Jack Palance, whose rugged looks and gravelly voice brought menace to the big screen in a long and distinguished career, has died aged 87.
Palance's screen career spans five decades
He is best remembered for his role as the cold-blooded gunslinger in the classic western, Shane, but it was a comedy - 1991's City Slickers - that won him an Oscar.
Born Vladimir Palahnuik in 1919, Palance was the son of Ukrainian immigrants living in Pennsylvania.
During his youth, he worked alongside his father as a coal miner and later began a career as a professional boxer, fighting under the name Jack Brazzo.
But when World War II broke out he joined the Army Air Corps, only to be discharged in 1943 when his B-24 aircraft lost power on take-off and he was knocked unconscious.
He spent many months recovering from the accident, requiring plastic surgery on his face, and received an honourable discharge.
Later, Palance studied journalism at Stanford, but was drawn to the stage after performing with the university's drama club.

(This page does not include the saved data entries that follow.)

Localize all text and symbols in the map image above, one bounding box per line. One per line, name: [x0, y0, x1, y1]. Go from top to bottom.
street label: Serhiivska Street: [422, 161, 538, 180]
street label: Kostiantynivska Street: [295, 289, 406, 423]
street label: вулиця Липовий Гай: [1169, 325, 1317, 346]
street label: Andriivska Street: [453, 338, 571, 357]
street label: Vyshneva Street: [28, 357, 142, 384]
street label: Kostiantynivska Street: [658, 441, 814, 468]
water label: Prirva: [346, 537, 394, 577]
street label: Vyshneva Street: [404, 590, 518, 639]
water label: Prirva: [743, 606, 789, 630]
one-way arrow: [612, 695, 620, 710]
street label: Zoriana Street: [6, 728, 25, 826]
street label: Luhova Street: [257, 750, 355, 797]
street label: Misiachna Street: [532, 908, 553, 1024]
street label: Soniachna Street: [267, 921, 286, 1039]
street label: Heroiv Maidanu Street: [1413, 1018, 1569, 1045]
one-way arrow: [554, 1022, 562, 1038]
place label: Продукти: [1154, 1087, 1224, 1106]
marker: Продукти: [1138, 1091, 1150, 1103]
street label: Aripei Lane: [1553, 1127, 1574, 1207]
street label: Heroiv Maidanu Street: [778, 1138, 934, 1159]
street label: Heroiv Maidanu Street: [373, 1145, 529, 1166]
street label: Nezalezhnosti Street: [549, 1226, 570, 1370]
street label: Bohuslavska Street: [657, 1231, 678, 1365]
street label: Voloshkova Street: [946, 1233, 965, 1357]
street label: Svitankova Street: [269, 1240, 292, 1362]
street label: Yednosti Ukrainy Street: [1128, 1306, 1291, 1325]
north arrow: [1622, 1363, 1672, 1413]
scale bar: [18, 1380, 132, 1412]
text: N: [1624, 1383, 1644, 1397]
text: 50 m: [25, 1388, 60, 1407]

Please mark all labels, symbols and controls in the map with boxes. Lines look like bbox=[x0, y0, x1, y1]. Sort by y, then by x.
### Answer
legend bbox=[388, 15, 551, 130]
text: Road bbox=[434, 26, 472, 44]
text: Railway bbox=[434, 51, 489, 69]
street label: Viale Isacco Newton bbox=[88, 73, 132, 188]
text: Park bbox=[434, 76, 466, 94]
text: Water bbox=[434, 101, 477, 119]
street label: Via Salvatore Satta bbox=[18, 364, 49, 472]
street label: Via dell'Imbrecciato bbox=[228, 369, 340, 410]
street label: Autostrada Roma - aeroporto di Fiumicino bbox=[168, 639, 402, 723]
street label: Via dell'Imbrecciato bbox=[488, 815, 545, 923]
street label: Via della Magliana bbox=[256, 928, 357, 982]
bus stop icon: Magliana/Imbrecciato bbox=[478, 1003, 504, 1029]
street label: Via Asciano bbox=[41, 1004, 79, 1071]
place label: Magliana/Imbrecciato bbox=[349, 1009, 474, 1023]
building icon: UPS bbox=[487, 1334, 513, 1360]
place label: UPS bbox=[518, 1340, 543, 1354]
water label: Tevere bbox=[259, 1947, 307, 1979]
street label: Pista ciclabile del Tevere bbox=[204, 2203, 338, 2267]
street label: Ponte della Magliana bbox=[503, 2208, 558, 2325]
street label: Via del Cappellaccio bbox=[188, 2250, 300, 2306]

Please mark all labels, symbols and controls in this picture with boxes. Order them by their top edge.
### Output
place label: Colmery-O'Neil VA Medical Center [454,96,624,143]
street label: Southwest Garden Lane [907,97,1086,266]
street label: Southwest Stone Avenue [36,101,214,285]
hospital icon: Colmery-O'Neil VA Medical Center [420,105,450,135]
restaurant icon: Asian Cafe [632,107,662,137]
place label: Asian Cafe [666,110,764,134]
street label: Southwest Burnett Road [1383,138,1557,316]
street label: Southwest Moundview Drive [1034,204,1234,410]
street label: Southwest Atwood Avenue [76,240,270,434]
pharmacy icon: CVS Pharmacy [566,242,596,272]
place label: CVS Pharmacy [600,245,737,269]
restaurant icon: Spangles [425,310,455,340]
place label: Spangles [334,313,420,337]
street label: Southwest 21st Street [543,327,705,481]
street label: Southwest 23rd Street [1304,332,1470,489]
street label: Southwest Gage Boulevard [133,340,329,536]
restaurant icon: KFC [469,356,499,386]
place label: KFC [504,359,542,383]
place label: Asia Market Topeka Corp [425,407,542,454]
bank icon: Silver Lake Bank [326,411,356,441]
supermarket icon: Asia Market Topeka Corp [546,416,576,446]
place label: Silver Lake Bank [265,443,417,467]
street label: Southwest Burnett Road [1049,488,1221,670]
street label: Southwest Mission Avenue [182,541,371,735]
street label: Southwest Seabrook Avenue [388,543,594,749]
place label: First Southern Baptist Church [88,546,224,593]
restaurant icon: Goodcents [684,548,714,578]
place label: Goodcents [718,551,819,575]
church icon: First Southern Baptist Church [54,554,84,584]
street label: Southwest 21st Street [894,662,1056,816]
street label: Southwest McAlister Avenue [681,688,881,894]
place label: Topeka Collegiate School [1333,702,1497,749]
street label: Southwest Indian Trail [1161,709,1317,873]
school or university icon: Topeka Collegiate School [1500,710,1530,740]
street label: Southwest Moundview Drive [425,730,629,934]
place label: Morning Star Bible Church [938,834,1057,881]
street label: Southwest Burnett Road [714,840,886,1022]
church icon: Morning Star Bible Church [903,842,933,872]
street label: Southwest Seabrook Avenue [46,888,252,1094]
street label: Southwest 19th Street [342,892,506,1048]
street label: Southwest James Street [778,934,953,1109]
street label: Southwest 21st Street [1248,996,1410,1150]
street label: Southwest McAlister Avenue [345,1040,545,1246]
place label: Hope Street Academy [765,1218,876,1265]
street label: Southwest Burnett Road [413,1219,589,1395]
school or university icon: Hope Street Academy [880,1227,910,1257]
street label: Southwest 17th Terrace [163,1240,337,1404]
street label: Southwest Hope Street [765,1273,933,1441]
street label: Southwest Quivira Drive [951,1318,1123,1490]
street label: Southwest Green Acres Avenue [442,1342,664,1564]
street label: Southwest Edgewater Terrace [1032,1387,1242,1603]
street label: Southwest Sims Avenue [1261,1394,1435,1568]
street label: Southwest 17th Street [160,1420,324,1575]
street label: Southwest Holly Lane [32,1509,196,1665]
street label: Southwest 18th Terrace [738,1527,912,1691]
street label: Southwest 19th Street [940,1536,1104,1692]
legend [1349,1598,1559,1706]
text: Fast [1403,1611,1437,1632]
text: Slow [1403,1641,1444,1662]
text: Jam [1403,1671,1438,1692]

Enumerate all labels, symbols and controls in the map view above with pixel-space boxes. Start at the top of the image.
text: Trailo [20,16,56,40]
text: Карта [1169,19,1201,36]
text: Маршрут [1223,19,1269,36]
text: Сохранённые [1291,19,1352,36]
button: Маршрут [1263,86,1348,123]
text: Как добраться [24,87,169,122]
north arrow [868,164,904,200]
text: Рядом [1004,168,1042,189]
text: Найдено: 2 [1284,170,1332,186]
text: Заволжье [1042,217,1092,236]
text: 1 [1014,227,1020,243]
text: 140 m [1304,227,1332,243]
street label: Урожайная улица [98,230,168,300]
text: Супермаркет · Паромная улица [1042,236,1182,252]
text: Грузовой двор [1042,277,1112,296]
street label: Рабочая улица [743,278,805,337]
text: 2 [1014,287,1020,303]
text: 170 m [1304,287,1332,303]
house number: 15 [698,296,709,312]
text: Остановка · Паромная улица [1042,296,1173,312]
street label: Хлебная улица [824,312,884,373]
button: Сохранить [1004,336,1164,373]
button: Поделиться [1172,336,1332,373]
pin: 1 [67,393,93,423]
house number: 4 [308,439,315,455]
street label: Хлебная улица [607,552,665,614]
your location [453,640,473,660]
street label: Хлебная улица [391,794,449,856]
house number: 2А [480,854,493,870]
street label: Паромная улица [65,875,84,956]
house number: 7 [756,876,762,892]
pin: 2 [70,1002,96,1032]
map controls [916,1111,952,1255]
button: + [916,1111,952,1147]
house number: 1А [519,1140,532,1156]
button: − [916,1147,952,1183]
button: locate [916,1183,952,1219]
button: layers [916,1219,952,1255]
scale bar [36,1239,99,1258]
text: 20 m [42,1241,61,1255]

Palance won an Emmy for his portrayal of a washed up boxer
He left shortly before graduation to seek a professional acting career in New York.
His career breakthrough came when he was chosen as Marlon Brando's understudy in a 1947 Broadway production of A Streetcar Named Desire.
According to legend, he made it onto the stage after accidentally punching Brando on the nose during a workout in the theatre's boiler room.
The show's director, Elia Kazan, later gave him his first film role in 1950's Panic in the Streets, in which he played the bad guy - a killer infected with bubonic plague.
Only two films later, he received his first Academy Award nomination - for 1952's Sudden Fear.
Palance played Lester Blaine, an actor who attempts to seduce a successful playwright in an attempt to prove he is good enough to play a romantic lead.
But it was the following year's Shane which really made his name.
The film, with its beautiful cinematography of Wyoming's bleak landscapes and themes of good versus evil, is considered one of Hollywood's greatest westerns.
It starred Alan Ladd as a vaguely mysterious former gunslinger who tries to settle down with a homesteading family but is bullied into a duel by Palance's ruthless character.
George Stevens Jr, the son of Shane director George Stevens, said he remembered Palance arriving on the set weeks before his scenes were to be shot.
The actor would "get on his grey horse and then ride off and we'd see him stop and practice getting on and off the horse", Stevens said.
"He was from New York and didn't know how to do that.
"And he also worked with the fast draw guy to practice drawing his gun. At the end, the gunslinger instructor was very impressed."
He won an Oscar for his role in the 1991 comedy City Slickers
Shane won Palance another Academy nomination for best supporting actor, but he was beaten by Frank Sinatra, who picked up the prize for his role in From Here To Eternity.
Nonetheless, the role cemented Palance's reputation as Hollywood's favourite bad boy, and he went on to appear in such films as Arrowhead (as a renegade Apache), Man in the Attic (as Jack the Ripper) and Sign of the Pagan (as Attila the Hun).
He also made frequent television appearances, and won an Emmy in 1957 for his portrayal of an end-of-the-line boxer in Requiem for a Heavyweight.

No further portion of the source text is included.